Le Jazz au féminin résonnera au Chellah

Le Jazz au féminin résonnera au Chellah

Un festival qui atteint le bel âge et qui sait le fêter dignement, il n’y en a pas tant que ça. Le Jazz au Chellah aura 20 ans cette année et promet une programmation des plus douces. Normal dira-t-on puisque, pour cette édition, c’est la femme qui sera mise à l’honneur. Qu’elle soit musicienne, compositrice ou chanteuse, la parole lui sera accordée et l’oreille bien évidemment tendue du 16 au 20 septembre dans le cadre inégalable du site patrimonial du Chellah, à Rabat.
Les mélomanes ne pourront pas être mieux lotis. 15 concerts leur seront proposés dans l’enceinte d’un site dont le charme n’est plus à décrire.  Comme à l’accoutumée, ce festival promet des cultures diverses et des identités musicales fortes pour une construction d’un jazz singulier et original. La programmation de cette année reflète, d’ailleurs, parfaitement cet esprit. Au rendez-vous, des concerts qui rendent aussi bien hommage à la diversité nationale qu’internationale ou, ce que les organisateurs décrivent comme «co-habitation harmonieuse et enrichissement mutuel par la différence».
Pour Rupert Joy, ambassadeur de l’Union européenne au Maroc, qui, pour appel, est à l’initiative de ce festival, il s’agit d’un «anniversaire musical qui se veut celui de valeurs fondatrices : un sens de l’écoute et du partage, une capacité à intégrer des valeurs nouvelles, à réinterpréter des traditions musicales et une maturation qui s’appuie sur l’expérience de chaque nouvelle édition». Ainsi,  pour cette année le festival entamera sa première journée de programmation, celle du mercredi, par un groupe de jazz dit à multiples influences; celui du Gabachu Maroconnection et le trio finlandais, dynamique et inventif, MOPO. S’accrochant au moment devenu traditionnel à chaque édition, le festival promet une rencontre jazz européen-musique marocaine avec la formation musicale amazighe, Inouraz Quartet.

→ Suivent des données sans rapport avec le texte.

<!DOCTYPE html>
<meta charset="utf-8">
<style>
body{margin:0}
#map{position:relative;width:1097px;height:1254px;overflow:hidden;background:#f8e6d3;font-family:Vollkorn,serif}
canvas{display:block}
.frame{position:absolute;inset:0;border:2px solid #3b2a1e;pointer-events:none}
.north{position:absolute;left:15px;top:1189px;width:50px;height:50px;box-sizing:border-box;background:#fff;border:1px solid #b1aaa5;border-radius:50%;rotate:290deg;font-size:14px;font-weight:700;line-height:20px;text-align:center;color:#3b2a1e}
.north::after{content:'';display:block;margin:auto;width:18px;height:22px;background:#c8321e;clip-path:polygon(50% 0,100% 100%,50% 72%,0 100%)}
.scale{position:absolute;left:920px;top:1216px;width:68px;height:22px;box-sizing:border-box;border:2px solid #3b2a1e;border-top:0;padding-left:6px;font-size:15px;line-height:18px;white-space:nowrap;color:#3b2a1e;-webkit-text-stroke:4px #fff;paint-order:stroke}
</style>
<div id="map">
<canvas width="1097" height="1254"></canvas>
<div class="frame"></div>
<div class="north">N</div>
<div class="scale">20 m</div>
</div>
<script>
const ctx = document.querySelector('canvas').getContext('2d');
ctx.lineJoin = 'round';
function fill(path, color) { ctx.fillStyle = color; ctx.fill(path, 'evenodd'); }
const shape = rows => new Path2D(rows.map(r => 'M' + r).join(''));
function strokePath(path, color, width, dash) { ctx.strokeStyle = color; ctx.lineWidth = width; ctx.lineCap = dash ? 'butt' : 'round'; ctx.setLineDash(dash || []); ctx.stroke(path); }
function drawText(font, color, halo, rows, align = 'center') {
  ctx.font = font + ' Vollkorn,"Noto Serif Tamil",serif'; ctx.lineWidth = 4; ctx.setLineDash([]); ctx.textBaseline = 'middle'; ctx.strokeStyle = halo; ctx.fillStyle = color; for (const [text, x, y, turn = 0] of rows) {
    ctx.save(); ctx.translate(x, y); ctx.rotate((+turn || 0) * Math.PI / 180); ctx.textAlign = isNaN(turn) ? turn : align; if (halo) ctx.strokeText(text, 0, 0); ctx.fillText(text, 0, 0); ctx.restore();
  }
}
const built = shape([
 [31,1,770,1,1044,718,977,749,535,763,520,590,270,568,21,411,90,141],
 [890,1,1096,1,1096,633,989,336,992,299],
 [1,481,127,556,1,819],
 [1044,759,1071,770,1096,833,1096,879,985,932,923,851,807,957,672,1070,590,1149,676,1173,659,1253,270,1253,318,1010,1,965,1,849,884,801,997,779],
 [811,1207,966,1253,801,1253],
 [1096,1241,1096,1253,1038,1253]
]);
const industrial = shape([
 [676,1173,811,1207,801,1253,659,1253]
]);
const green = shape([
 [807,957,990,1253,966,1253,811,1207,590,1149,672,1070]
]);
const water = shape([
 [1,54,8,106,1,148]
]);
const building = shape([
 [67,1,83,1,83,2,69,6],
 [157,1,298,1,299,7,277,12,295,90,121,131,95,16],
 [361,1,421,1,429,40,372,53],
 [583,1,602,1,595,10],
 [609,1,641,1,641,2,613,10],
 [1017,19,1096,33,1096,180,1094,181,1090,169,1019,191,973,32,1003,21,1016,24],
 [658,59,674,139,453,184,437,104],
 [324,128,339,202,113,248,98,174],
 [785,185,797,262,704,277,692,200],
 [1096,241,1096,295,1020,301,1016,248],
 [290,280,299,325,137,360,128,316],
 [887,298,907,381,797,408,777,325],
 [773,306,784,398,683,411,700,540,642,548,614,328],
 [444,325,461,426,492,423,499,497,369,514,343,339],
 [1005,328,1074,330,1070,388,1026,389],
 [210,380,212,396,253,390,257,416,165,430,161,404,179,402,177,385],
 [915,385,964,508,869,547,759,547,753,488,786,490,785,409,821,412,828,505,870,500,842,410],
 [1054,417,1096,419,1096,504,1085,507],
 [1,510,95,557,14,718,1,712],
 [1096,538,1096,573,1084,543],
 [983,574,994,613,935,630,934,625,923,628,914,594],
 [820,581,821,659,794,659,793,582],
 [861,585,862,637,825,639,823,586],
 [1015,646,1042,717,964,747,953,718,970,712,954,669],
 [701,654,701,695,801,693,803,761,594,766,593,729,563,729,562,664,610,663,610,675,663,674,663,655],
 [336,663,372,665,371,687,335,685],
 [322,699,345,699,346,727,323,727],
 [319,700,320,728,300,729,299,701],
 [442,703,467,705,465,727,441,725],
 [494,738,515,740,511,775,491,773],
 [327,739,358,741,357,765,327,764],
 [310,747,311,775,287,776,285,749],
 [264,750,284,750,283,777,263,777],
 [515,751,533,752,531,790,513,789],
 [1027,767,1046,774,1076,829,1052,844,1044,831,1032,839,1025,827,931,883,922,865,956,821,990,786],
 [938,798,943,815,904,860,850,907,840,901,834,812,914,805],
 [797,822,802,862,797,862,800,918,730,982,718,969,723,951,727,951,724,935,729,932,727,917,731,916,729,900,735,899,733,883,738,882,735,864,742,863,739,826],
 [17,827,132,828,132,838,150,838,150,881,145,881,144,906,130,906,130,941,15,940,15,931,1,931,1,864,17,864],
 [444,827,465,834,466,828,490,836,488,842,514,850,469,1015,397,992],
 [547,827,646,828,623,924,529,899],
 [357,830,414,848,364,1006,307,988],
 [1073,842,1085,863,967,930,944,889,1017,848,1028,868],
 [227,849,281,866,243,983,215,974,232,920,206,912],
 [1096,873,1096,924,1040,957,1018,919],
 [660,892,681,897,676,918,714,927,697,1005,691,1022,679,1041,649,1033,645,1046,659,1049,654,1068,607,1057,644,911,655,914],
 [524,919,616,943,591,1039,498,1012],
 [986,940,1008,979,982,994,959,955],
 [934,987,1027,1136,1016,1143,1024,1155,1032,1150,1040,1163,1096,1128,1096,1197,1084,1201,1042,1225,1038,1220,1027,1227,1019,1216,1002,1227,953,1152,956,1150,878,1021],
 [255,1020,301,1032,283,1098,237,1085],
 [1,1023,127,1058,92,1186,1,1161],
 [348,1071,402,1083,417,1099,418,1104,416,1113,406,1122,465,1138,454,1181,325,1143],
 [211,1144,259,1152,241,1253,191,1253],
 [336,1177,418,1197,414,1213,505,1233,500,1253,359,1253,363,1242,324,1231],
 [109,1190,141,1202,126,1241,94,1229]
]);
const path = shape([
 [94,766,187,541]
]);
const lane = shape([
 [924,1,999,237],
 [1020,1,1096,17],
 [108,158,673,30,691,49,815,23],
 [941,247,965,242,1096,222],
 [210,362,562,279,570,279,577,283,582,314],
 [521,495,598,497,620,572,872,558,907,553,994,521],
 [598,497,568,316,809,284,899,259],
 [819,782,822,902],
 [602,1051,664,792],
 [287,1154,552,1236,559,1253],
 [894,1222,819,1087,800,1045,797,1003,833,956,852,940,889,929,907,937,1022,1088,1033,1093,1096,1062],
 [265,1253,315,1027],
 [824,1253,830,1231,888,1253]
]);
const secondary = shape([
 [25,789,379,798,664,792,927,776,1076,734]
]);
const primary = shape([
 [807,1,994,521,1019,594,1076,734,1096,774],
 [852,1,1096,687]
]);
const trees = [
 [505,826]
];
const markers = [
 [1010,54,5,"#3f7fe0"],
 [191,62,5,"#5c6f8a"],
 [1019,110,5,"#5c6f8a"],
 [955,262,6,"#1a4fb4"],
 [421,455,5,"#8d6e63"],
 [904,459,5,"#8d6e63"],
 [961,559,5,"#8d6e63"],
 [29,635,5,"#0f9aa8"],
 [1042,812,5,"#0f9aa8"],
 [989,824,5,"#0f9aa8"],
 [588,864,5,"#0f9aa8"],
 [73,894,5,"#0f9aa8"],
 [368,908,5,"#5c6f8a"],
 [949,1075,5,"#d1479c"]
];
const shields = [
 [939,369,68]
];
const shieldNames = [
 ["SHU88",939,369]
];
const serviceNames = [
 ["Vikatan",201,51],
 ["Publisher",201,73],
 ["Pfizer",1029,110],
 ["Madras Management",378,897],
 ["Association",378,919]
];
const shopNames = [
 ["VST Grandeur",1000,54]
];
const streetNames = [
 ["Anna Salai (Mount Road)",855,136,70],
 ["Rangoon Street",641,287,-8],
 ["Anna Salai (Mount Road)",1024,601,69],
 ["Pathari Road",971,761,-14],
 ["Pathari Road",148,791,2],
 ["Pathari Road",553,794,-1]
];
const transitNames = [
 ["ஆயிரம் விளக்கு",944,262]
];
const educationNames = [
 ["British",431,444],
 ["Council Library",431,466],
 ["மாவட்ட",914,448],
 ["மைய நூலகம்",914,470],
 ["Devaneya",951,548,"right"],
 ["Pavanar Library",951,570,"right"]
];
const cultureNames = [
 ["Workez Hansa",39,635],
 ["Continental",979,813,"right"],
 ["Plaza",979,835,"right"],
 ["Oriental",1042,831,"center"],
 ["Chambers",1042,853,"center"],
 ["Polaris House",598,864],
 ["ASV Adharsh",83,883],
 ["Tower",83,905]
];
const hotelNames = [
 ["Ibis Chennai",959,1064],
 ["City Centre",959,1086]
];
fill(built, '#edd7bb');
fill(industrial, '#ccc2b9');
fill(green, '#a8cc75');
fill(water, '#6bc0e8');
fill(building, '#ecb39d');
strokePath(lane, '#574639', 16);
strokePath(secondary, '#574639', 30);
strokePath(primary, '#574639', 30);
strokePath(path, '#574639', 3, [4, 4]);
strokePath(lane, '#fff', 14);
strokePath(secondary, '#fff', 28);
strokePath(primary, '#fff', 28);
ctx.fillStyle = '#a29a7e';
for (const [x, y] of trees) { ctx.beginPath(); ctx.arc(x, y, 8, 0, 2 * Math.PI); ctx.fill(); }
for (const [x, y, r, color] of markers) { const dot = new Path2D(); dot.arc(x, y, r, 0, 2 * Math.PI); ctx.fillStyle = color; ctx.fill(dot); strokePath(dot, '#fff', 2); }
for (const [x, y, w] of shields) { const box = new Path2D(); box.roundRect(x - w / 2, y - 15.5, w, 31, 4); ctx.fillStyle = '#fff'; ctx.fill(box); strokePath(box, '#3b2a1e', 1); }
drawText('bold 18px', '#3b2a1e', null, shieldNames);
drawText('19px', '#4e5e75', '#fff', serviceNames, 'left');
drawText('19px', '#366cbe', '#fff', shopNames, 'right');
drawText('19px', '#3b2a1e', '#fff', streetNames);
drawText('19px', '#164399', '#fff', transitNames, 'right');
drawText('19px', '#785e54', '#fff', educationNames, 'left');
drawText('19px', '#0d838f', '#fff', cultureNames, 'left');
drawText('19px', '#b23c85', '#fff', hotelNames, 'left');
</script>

Le jeudi 17 septembre, le public découvrira un accordéoniste et un pianiste d’origine bulgare, reconnus comme étant des virtuoses de la musique. Leur création intègre les voix fascinantes de quatre jeunes femmes du Bulgarka Junior Quartet. S’en suivra le trio belgo-hollandais De Beren Gieren accompagné de la trompettiste portugaise Susana Santos Silva. Le moment jazzy marocain sera dédié cette soirée aux Nas-Lhal, un groupe de musiciens de la confrérie des Aïssawa. Le lendemain, vendredi, sera consacrée à des compositions non moins impressionnantes. «Pour le plus grand plaisir des mélomanes, le Jazz au Chellah accueille les deux grands musiciens et amis, le pianiste Jacky Terrasson et Stéphane Belmondo, pour un duo intense et poétique», précise-t-on auprès des organisateurs. La chanteuse suédoise Miranda Bjerking Reader du groupe Black Dough prendra ensuite place sur scène avant de la céder aux Gnaouas de Marrakech et leur grand maâlem Mustapha Baqbou.
Les deux dernières soirées verront la participation, samedi, du guitariste Greg Lamy et son quartet ainsi que la chanteuse et compositrice anglaise Zoe Gilby qui rencontrera par la suite le Jazz Oriental Trio Madaniyat. En clôture enfin, c’est le quartet inspiré Arifa qui se produira dans l’enceinte du Chellah. Il sera suivi de la clarinettiste, saxophoniste et compositrice allemande Christina Fuchs avec le No Tango Quartet et, au final, un grand moment spirituel est au rendez-vous avec la virtuose du Malhoun Sanaa Marahati.